Are we advertising in all the wrong places and to the wrong audiences too? Let's have a bash at normalising every day cycling

Has the bike industry a promotion problem?

Many of you will have read our executive editor Carlton Reid’s piece last month on the likelihood that one day the current bubble carrying the bike trade – high-end road – will no doubt burst. The question remains; then what?
I think the answer to that question, (though to some extent it depends on sorting the roads out) could have been provided by readers this month.

Within the comments on last month’s excellent guest piece by’s editor Konrad Manning, one poster suggested that the CX boom is not necessarily down to those taking up the sport, pointing instead to the versatility of the bikes and perhaps the easily influenced nature of the newbie. I’ll hazard a guess you may have heard this one before: “my mate told me disc brakes are good?”
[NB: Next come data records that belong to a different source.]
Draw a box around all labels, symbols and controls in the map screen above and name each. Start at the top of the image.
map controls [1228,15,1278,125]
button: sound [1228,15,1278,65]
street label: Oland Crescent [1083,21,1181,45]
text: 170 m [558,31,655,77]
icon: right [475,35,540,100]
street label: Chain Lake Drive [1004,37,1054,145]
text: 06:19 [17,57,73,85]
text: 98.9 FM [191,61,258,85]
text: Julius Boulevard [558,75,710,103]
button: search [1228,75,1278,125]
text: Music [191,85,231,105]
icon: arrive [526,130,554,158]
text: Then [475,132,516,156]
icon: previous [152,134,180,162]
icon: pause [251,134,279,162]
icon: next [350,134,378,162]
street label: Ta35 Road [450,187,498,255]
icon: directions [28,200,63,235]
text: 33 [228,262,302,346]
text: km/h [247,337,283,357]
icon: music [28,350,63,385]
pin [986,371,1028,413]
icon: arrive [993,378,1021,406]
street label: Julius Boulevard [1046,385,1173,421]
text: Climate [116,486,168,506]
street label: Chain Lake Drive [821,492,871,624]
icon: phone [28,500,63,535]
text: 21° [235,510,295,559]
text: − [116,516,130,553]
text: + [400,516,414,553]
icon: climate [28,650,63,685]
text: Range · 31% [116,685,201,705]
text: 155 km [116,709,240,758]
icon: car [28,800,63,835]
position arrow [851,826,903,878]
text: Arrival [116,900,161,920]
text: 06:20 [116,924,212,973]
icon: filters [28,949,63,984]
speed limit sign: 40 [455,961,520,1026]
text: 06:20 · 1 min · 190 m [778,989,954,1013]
So, might the formula to carry our bubble a little further be as simple as everyday bikes for everyday people? They certainly seem to think so on mainland Europe where the ‘Dutch bike’ is the staple of shops, the cargo bike widely promoted as an alternative to driving and where sporty bikes are not necessarily put on the pedestal they often are here in the UK.
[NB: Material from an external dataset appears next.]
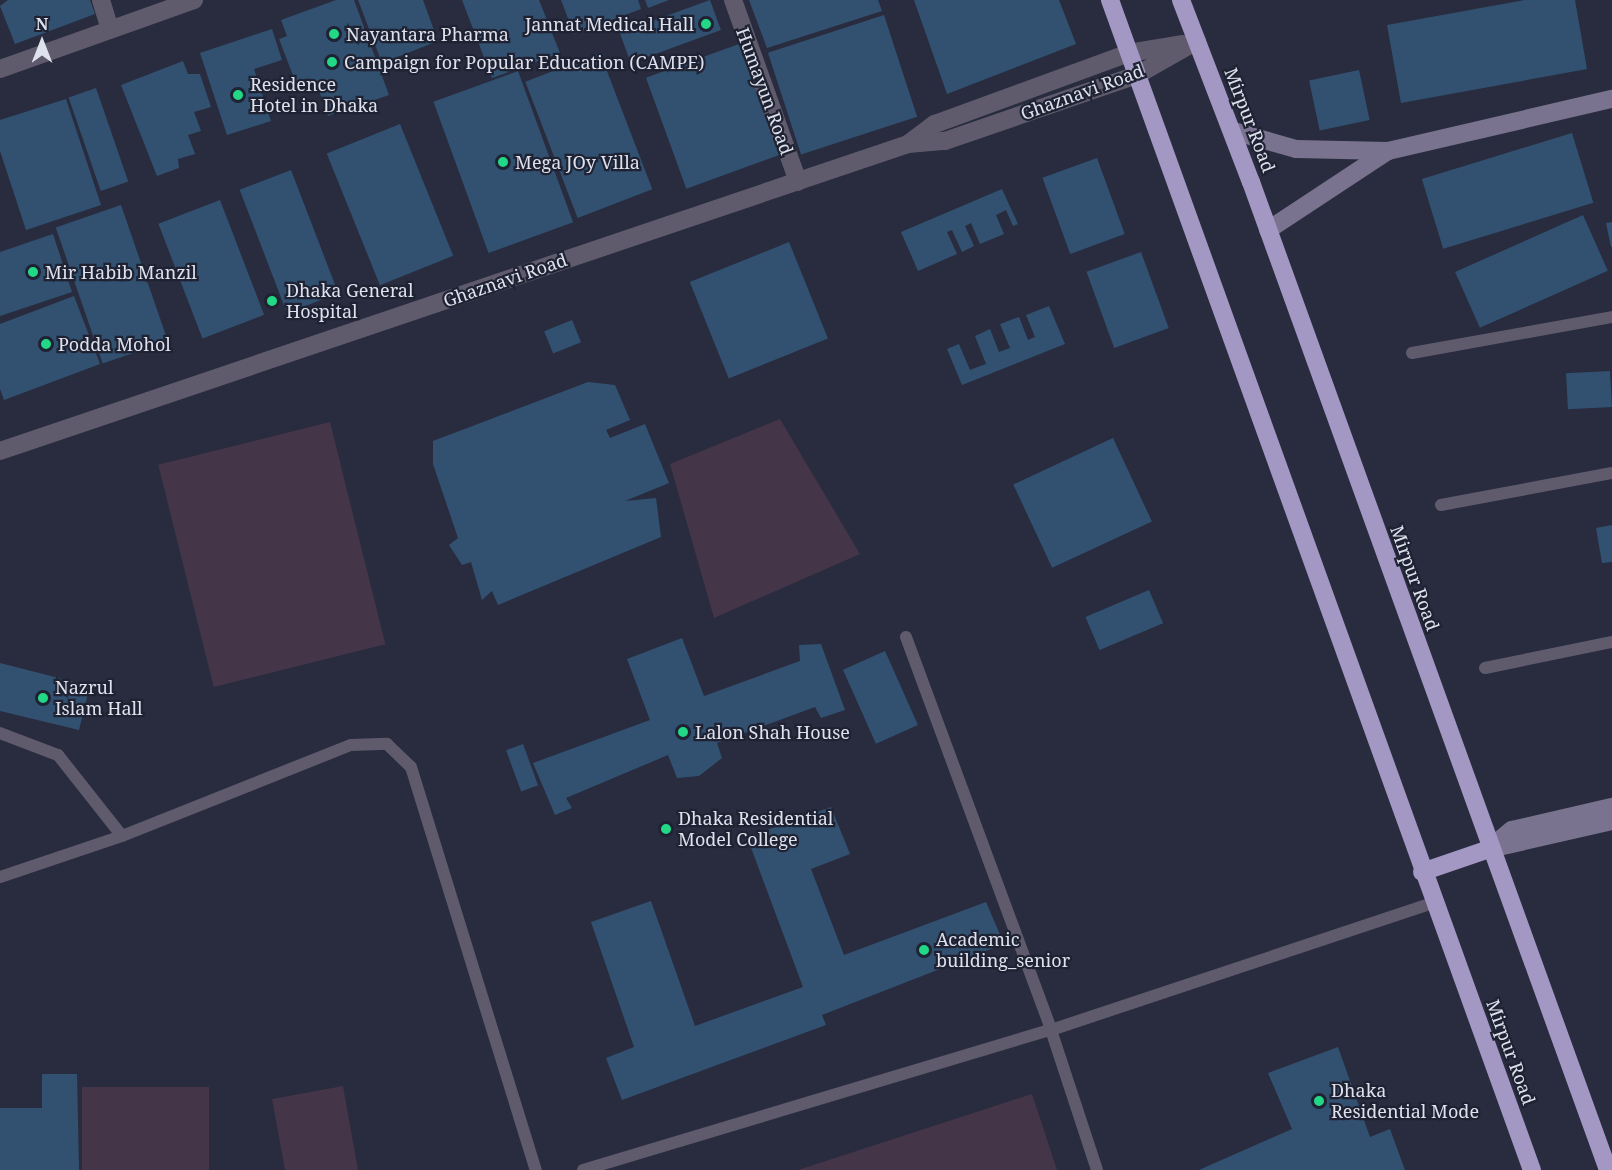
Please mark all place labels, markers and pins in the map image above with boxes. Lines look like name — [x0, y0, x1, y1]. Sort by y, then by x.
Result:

Another retailer’s comment pointed to the 50 million, perhaps more, UK residents who currently do not cycle, asking to what extent has the non-cyclist been subject to market research. Market research tends to focus on reasons for and against cycling, very rarely touching on the bikes themselves.

Might it be possible that many simply do not know of the joy of cycling, having been put off by their prior experiences of buying into the false economy offered by ‘cheap’ bicycles? Should marketing budgets instead be spent on educating the consumer about their prospective beginner purchase, instead of promoting the ubiquitous and often prohibitively expensive sport cycling image.

This brings me to the Evans summer advert, currently running on TV. I first spotted it at half time during a World Cup friendly. Branding cyclists ‘odd ones’ aside, I can’t help but feel the industry might be pushing the wrong image. If your average football fan is going to cycle, they’ll not be trading their Beckham 07 shirt for a tight fitting Wiggins ‘12 jersey. We have to reduce the promotion of sport cycling to beginners and instead normalise cycling for transport.

Can you imagine the Equestrian trade promoting its big bucks professional riding gear to someone afraid of horses?